Learning python and stuff due to my need of collecting bunch of data for my project and I am stuck here. I am using scrapy to scrape a json response from an API which looks like this;
"status": "ok",
"status_message": "Query was successful",
"data": {
"product_count": 40993,
"limit": 20,
"page_number": 1,
"products": [
{
"id": 41789,
"url": "https://anything1.com",
"product_name": "product1",
"manufacturing_date": "19.12.2014",
"rating": 5.3,
"material": "something",
"description": "",
"cover_image": "anycover1.com",
"state": "ok",
"variants": [
{
"url": "https://anyvariant1.com",
"product_code": "55BEF7",
"material": "something",
"size": "small",
"dimensions": "" },
{
"url": "https://anyvariant2.com",
"product_code": "55BEF8",
"material": "something",
"size": "medium",
"dimensions": "" },
{
"url": "https://anyvariant3.com",
"product_code": "55BEF9",
"material": "something",
"size": "large",
"dimensions": "" }
]
},
{
"id": 41790,
"url": "https://anything2.com",
"product_name": "product2",
"manufacturing_date": "02.10.2014",
"rating": 7.2,
"material": "something",
"description": "",
"cover_image": "anycover2.com",
"state": "ok",
"variants": [
{
"url": "https://anyvariant4.com",
"product_code": "55BEG7",
"material": "something",
"size": "small",
"dimensions": "" },
{
"url": "https://anyvariant5.com",
"product_code": "55BEG8",
"material": "something",
"size": "medium",
"dimensions": "" },
{
"url": "https://anyvariant6.com",
"product_code": "55BEG9",
"material": "something",
"size": "large",
"dimensions": "" }
]
},
{
_______
},
{
_______
}
]
},
"@meta": {
"server_time": 1651288705,
"execution_time": "0.01 ms"
}
}
And this is how my scraper code looks like;
data = json.loads(response.body)
data_main = data['data']['products']
product_list = []
for item in data_main:
id = item['id']
url = item['url']
product_name = item['product_name']
rating = item['rating']
cover_image = item['cover_image']
description = item['description']
product = {
'id': id,
'url': url,
'name': product_name,
'image': cover_image,
'rating': rating,
'description': description
}
product_list.append(product)
return product_list
With this keys and values of id, url, name, image, rating, description are accessible. But unable to access and modify the nested keys and their values all at once (and ignore some keys and values). So how can I do that? And if there is any other better code to achieve what I need then please suggest. Thanks a lot.
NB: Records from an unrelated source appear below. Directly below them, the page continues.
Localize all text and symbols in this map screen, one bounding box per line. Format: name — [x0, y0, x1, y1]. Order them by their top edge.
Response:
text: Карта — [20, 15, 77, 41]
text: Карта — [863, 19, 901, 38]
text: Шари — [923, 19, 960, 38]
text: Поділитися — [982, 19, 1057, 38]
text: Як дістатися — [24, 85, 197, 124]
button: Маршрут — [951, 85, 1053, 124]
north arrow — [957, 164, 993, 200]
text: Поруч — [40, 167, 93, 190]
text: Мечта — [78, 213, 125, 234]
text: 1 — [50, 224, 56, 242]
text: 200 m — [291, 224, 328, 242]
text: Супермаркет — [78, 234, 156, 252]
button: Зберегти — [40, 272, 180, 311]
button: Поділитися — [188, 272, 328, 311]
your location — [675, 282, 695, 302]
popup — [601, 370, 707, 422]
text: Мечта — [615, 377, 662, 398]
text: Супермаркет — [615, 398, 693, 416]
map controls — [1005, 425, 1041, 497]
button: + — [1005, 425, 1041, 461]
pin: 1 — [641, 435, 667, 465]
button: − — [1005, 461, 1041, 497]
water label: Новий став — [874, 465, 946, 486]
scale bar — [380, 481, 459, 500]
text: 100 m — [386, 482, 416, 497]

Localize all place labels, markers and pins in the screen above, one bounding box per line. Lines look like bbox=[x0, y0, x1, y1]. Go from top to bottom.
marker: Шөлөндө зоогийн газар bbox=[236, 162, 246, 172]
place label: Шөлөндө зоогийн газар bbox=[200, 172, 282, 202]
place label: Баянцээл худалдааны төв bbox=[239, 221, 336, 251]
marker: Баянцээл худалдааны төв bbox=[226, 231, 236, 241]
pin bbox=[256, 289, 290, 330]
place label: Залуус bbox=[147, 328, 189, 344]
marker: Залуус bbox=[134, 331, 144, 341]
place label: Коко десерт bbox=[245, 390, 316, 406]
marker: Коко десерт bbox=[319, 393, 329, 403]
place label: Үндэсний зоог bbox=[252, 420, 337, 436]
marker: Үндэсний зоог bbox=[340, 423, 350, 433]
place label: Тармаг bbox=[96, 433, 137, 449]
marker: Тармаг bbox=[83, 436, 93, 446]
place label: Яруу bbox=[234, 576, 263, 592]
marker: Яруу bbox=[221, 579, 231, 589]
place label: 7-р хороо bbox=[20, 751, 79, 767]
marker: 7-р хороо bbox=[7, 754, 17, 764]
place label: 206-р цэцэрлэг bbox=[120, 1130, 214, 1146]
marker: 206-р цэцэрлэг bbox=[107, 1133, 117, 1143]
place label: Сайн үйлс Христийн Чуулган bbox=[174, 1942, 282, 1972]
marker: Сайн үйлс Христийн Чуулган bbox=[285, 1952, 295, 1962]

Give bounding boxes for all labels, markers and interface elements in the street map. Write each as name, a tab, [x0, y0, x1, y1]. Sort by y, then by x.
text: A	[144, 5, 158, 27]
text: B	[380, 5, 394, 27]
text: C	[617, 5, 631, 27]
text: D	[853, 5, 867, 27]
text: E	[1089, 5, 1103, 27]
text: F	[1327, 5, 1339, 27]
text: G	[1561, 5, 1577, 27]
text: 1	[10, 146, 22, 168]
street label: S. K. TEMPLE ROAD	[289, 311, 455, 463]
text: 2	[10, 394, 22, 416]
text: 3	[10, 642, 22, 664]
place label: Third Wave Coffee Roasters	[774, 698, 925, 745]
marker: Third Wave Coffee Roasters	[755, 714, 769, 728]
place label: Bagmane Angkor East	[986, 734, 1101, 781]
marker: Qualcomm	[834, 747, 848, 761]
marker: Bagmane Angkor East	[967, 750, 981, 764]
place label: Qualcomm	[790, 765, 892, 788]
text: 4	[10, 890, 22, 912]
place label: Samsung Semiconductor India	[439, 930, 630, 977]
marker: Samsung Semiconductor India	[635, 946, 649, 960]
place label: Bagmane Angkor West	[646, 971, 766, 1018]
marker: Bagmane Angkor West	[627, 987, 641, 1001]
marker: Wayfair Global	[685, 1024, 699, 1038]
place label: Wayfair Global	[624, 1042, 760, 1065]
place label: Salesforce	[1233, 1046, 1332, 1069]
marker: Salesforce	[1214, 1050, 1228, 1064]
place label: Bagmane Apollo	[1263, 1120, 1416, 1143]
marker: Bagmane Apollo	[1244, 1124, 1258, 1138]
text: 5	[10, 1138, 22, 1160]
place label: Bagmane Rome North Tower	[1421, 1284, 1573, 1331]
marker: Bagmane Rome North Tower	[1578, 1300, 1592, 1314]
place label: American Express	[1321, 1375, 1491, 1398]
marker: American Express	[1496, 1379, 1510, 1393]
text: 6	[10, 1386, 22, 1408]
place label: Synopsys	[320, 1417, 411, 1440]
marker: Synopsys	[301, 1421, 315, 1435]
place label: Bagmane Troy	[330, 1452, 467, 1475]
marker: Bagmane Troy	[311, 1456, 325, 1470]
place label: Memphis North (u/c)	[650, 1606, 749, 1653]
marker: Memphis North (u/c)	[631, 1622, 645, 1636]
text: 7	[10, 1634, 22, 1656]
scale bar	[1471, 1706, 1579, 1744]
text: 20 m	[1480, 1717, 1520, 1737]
CodePudding user response:
By nested keys and values, I assume you mean the ones under variants
. You can access those in much the same way as you iterated through items:
variant_list = []
for variant in item[variants]:
url = variant['url']
# and so on... for whatever other keys you're interested in
new_variant = {'url':url} # and whatever other keys you want
variant_list.append(new_variant)
I have to wonder, though, why you're reconstructing dictionaries that are similar to ones that JSON gave you? For many purposes, you might as well stick with the dictionary that JSON gave you.